I think that did come across from that clip.
I was talking about the other clips, Christopher says he's seen
them many times on American TV.
I haven't seen at all on British TV and I have been looking for
them.
In fact, I did a search for the Rumsfeld clip and it just hasn't come
up from the search that I did.
So, I think that there is a gap being filled here and I think the key
point that I'm trying to make is this - that Michael Moore's film,
with all its crude journalism, it's incoherence and the rest of it,
would have been entirely unnecessary if we weren't bombarded
with propaganda from the other side all the time.
Propaganda from the right leaning television networks, which
seem to be very happy to do the business of the US and the British
governments, to do the business of their intelligence agencies, to
do the business of big corporations on both sides of the Atlantic.
They have unfortunately debased journalism.

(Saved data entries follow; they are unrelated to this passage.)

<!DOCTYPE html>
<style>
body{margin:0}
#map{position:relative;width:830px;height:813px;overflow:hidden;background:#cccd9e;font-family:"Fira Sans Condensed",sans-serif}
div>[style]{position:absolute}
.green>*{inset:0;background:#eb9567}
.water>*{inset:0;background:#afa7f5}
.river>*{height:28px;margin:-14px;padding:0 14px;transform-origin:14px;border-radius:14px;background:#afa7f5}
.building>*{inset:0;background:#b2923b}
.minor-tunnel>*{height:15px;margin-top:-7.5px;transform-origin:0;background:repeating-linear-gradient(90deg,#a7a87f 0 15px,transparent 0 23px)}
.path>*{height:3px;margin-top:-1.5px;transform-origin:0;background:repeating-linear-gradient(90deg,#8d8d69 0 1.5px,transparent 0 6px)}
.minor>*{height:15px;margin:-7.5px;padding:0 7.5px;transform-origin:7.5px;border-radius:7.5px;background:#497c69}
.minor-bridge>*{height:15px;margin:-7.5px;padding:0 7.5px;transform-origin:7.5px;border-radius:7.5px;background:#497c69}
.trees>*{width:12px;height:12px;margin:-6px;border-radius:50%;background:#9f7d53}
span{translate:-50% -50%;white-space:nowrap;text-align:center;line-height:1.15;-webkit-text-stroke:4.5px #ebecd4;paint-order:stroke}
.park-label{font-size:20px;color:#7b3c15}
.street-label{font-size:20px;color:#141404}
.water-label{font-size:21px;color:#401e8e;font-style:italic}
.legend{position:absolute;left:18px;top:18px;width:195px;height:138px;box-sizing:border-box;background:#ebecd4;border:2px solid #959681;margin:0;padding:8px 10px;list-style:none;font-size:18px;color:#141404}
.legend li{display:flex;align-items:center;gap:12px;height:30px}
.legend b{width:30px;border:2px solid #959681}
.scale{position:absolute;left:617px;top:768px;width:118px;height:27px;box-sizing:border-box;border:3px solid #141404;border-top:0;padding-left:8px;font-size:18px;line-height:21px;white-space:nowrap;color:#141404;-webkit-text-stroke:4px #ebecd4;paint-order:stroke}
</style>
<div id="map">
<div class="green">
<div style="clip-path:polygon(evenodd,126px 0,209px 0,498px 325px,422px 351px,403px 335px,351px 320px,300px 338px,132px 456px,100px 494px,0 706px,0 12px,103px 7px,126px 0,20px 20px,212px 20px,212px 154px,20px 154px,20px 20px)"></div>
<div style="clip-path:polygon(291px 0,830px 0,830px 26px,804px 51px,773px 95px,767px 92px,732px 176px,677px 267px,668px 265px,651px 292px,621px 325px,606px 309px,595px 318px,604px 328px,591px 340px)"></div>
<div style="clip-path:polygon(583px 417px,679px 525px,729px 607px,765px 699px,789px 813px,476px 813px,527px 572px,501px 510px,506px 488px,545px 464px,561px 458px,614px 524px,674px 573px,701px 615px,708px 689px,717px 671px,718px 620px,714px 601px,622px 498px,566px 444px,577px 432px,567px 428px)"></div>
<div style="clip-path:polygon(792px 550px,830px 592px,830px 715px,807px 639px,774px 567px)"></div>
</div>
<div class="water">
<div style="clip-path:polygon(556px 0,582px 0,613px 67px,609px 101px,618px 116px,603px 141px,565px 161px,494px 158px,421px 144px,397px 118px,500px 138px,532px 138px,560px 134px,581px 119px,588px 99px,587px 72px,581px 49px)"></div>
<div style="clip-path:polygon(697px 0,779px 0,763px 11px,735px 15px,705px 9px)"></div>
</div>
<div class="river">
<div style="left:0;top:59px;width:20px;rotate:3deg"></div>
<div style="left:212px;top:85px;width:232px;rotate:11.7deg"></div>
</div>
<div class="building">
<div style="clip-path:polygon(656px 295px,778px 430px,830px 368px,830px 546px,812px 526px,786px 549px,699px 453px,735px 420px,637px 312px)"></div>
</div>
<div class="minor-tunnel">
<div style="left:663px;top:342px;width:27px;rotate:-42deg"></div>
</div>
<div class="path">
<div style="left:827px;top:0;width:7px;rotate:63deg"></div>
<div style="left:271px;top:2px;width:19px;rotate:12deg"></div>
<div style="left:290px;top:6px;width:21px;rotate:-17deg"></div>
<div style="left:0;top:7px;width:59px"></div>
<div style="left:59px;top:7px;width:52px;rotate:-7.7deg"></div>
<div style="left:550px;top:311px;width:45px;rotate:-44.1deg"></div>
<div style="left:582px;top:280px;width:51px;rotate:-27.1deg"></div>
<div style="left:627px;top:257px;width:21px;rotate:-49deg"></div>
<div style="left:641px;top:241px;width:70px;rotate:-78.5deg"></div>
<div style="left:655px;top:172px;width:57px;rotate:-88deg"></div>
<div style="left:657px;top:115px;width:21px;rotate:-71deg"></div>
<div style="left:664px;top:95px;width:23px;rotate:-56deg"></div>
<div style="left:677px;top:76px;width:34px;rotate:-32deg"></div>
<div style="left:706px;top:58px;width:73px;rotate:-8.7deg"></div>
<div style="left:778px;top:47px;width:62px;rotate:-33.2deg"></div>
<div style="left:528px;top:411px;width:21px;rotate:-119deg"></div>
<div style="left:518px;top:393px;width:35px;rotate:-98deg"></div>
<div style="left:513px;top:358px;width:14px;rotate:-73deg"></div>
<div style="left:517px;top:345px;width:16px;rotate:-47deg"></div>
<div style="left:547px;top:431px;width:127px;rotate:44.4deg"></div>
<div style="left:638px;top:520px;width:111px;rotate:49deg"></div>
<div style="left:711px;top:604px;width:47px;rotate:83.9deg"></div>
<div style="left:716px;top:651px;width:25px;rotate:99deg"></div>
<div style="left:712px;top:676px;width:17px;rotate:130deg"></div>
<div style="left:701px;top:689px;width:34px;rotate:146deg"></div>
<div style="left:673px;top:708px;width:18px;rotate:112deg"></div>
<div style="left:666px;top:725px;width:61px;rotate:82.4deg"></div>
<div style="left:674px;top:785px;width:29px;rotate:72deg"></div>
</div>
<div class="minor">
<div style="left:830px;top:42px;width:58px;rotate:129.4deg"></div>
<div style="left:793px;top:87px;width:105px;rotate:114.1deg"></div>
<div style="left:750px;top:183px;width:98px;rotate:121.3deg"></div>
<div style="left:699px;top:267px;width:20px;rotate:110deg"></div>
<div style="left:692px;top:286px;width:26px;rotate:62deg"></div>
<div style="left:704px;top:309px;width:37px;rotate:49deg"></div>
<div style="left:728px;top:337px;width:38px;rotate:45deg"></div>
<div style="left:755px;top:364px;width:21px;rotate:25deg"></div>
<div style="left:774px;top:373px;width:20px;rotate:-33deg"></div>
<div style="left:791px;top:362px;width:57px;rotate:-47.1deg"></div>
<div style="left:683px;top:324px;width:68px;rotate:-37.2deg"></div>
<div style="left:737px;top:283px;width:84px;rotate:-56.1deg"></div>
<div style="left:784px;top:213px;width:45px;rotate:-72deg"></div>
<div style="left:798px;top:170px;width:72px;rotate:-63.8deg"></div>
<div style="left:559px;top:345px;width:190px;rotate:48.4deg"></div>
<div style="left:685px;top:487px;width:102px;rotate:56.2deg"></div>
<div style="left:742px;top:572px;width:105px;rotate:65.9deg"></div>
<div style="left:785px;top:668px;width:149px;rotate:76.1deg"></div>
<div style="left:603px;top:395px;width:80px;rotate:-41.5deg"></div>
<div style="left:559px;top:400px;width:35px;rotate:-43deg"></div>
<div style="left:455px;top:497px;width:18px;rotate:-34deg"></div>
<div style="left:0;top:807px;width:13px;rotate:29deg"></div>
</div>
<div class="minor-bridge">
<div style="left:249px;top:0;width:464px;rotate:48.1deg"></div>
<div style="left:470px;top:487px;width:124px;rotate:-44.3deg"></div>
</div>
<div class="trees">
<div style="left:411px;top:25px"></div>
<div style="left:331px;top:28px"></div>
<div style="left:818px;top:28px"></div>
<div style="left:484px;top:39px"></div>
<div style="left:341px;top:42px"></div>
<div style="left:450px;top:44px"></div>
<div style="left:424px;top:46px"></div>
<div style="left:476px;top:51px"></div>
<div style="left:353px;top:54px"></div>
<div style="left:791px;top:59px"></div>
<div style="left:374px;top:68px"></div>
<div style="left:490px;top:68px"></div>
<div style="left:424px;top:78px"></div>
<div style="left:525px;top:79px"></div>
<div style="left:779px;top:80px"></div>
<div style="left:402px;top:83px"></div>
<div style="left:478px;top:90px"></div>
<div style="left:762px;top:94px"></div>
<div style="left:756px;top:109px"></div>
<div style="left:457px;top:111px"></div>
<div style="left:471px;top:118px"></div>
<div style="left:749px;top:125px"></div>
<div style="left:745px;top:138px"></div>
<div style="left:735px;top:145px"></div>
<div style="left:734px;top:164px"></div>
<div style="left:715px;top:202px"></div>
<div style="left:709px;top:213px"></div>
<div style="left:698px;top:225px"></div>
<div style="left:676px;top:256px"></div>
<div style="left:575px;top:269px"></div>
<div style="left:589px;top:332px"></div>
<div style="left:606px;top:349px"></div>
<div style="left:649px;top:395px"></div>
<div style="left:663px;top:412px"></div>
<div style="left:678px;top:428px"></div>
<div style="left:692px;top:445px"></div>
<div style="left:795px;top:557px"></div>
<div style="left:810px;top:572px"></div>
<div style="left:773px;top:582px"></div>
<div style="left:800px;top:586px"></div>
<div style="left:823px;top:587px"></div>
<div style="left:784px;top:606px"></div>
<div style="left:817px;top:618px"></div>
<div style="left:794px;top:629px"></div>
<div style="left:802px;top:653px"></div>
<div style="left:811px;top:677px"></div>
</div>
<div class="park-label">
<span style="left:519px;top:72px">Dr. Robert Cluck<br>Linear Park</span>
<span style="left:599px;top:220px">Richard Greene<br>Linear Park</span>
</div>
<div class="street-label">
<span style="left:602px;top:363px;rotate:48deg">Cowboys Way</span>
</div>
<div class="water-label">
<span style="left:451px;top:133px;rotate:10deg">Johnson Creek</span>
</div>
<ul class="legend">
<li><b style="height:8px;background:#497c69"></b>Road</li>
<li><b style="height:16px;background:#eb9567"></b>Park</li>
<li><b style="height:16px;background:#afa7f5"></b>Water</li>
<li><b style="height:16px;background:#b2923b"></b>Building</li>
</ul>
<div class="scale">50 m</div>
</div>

They have created a journalism which is scarcely better than
propaganda.
That being so, it seems unfortunate that we do need some
propaganda on the other side.
TONY JONES: I do want you if you can to address some of the
other internal contradictions in the film that Christopher Hitchens
refers to in his criticism of the film.
There are many.
Let's take one for example.
The argument that the President allowed plane loads of bin
Ladens and other Saudis to escape the country after 9/11 because
of the close business relationship between bin Laden and the Bush
family.
Here's the thing that Christopher Hitchens points out.
Richard Clarke who himself is a tremendous critic of George W
Bush, as we know, has now taken complete responsibility for that
decision.
Now that is unchanged in Michael Moore's film in spite of that.
What do you think about that contradiction to start with?
GEORGE MONBIOT: Well, if it's true that Michael Moore knew
that Clarke was responsible for that decision, then plainly he
should have said that Clarke was responsible for that decision.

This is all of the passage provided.